プロゴルファー育成費用、親の出費は年間いくら? マイナス収支でも家族の絆を結び付けた“1枚の落書き” <RS of the Year 2023>
月3万円程度の初動と、親に決意を決めさせた一枚の落書き
当然、最初からそんなに費用がかかったわけではない。「自宅は愛知ですが、本格的に始めてからは、安い練習場を探して岐阜に行ったり、かかるのは月3万円程度でした」 誠ノ介君がゴルフを始めたのは3歳の時。父親がもらってきた東海クラシックの観戦チケットで大会を観戦。すると、それまで大好きだった『きかんしゃトーマス』のおもちゃに見向きもしなくなり、プラスチック製のゴルフクラブを振り始めた。 徐々にゴルフ番組でルールなどを覚えると、たまにゴルフへ出かける父親に対し「パパだけ行ってずるい」など、次第にラウンドに興味を持ち始めていく。
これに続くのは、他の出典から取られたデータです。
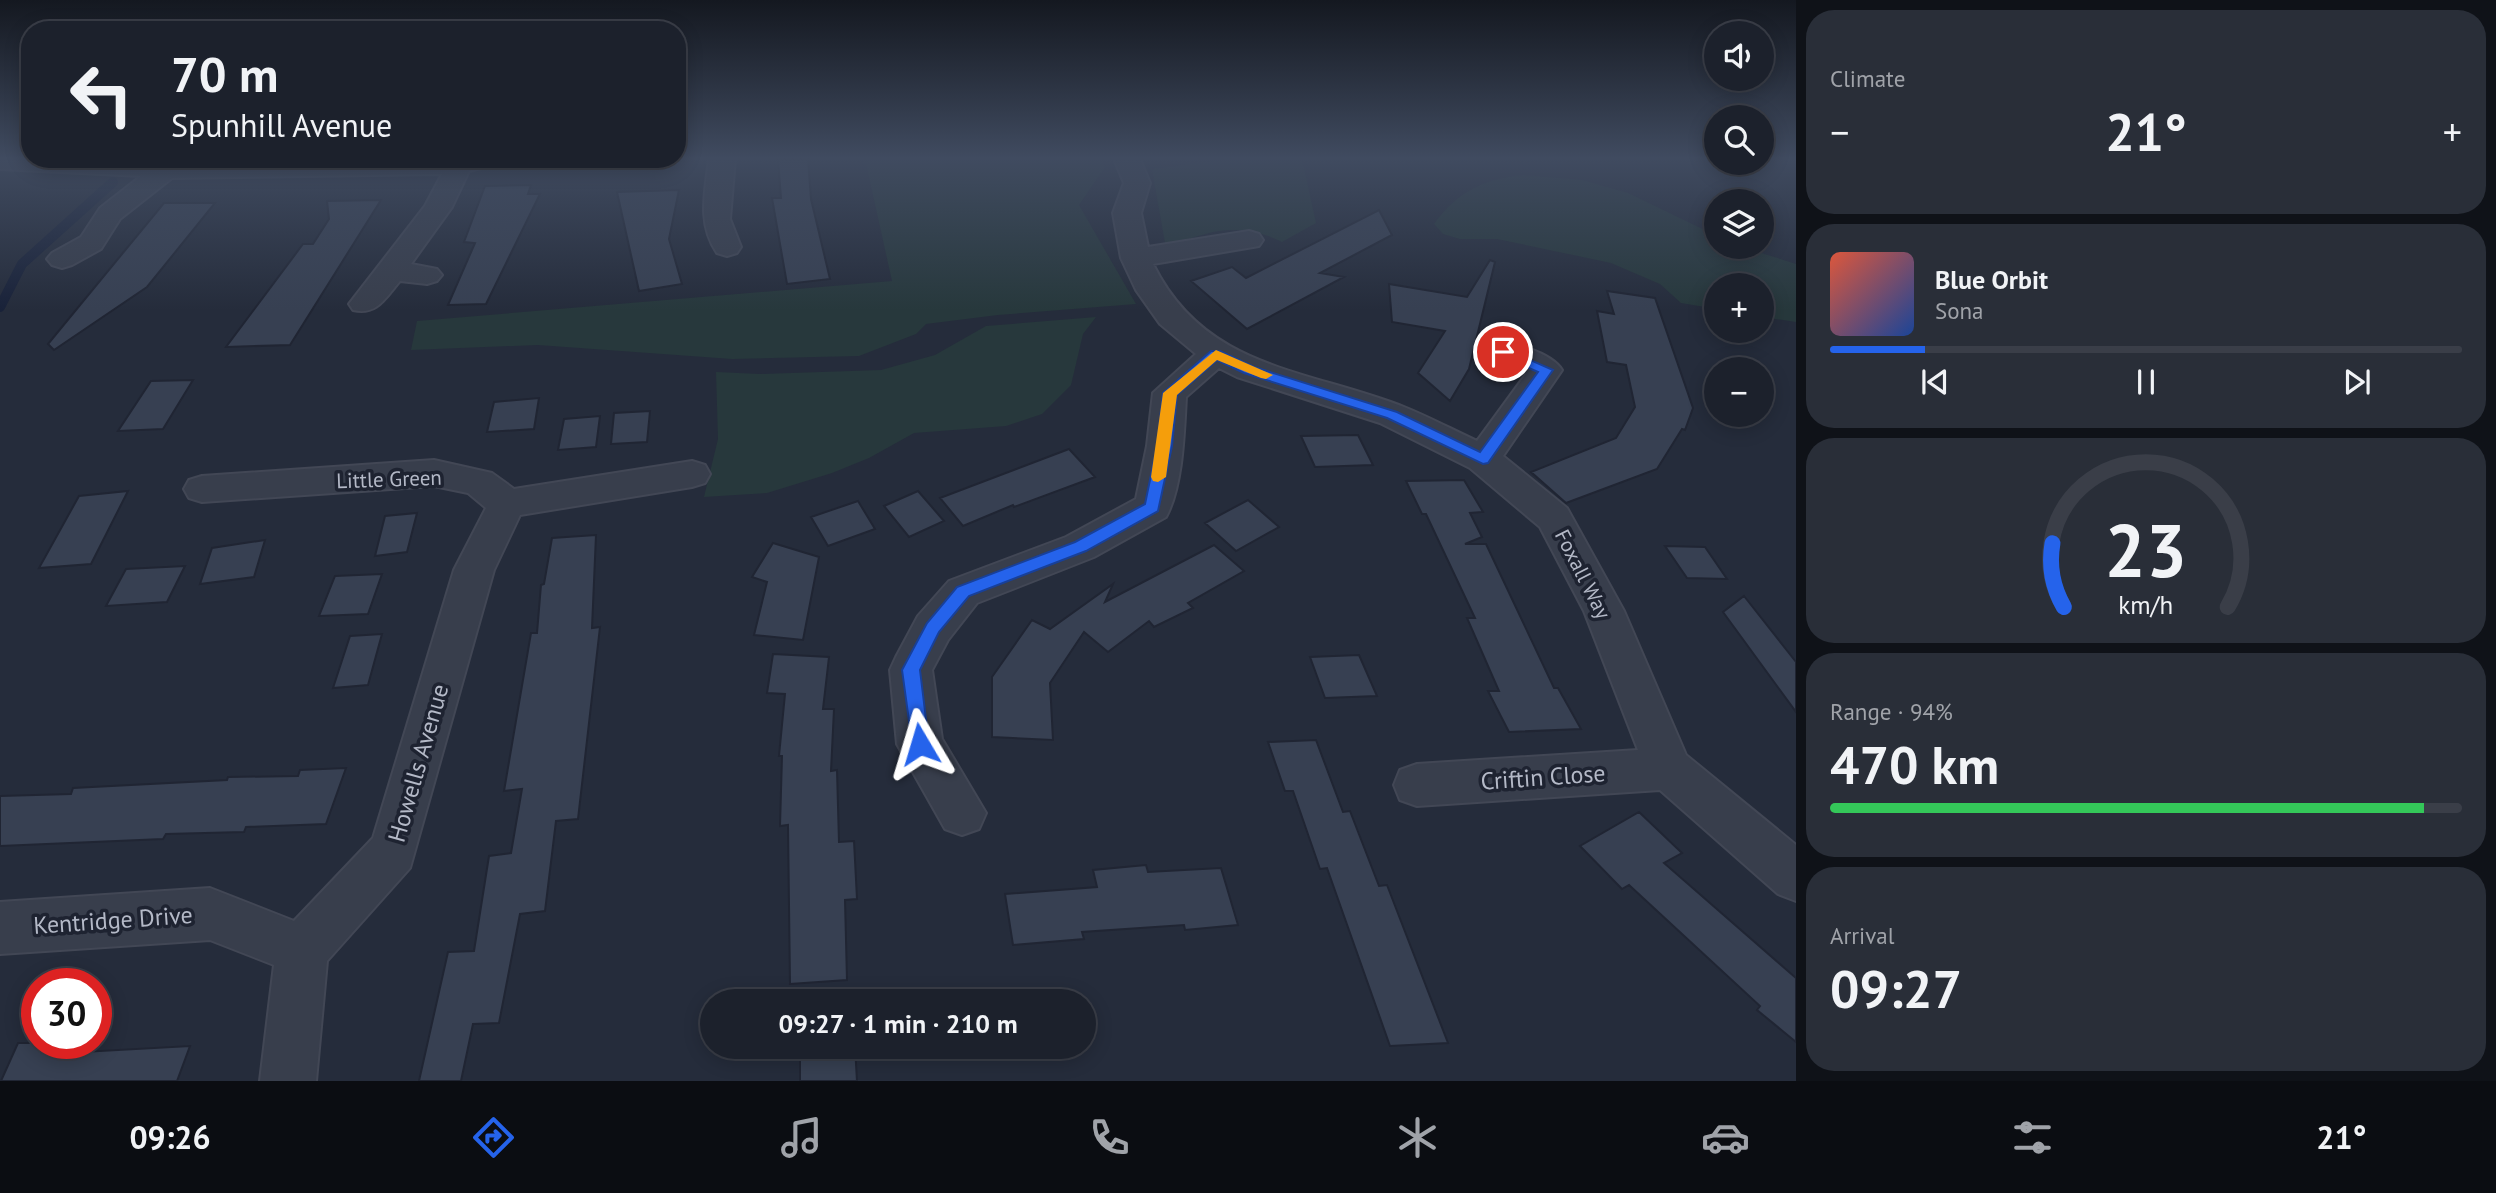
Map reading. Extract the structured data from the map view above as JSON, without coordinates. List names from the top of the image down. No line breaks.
{"streets":{"street":["Little Green","Foxall Way","Howells Avenue","Criftin Close","Kentridge Drive"]},"crossings":[["Little Green","Howells Avenue"],["Foxall Way","Criftin Close"],["Howells Avenue","Kentridge Drive"]],"page":{"tile":["Climate",["Range · 94%","470 km"],["Arrival","09:27"]],"map_buttons":["+","−"],"turn":["70 m","Spunhill Avenue"],"heat":["−","21°","+"],"song":["Blue Orbit","Sona"],"limit":"30","trip":"09:27 · 1 min · 210 m","tabs":["09:26","21°"],"gauge":["23","km/h"]}}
クラブもいきなり全ては買い与えず、最初はパター、次はウエッジなど、1本ずつ手配するような調子だった。 4歳になり、「試合に出たい」と言った誠ノ介君は、8歳以下の大会に出場。ハーフを3オーバーの39で周り優勝する。この成績に周囲がざわつくが、本人が使っていたのは、ジュニア用の1.5万前後の6本セットのクラブ。周囲は10万~20万くらいの10~14本セットのクラブなど使用するなか、その成績は親にも期待を抱かせた。 しかし、当時から生活の厳しさは感じていた。出身の兵庫県から愛知県に移り、親戚の縁で人材派遣会社の代表を務めていた誠之さんだが、収入は一般的なサラリーマンと同じぐらい。普通に家族で暮らすには問題ないが、潤沢に資金があったわけではない。「そのころの出費は月3~5万ぐらい。それでも普通に子どもの習い事としては高いし、徐々に練習や試合にお金も時間もかかりだして、両立がどんどん厳しくなっていきました」。 そんな状態が続いた、誠ノ介君が4歳の時。両親の決心を決める出来事が起きる。それは、とあるゴルフ観戦に連れて行って帰ってきた日、まだひらがなが書けるかどうかの誠ノ介君が、ノートの裏側に自分で書いた落書きだった。 「書けとも言わないのに、自分で将来の目標を書いていたんです。解読したら、『プロゴルファーになったら、子どもにボールやグローブをあげる』って書いてあった。たった4歳の子がね。それを見た時“やらなあかんな”って思った。ゴルフが好きなだけじゃなく、応援してくれる人を思える選手ってすごいねって、妻と話し合った。そういう人間性があれば、彼が仮にゴルフをやめても、大事なことはわかってくれるはず。だから妻と『上限なしで振り切るところまでいくで』って話になったんです」。 誠ノ介君のその行動は、親の気持ちを決めるのに、十分な説得力を持つものだったのだ。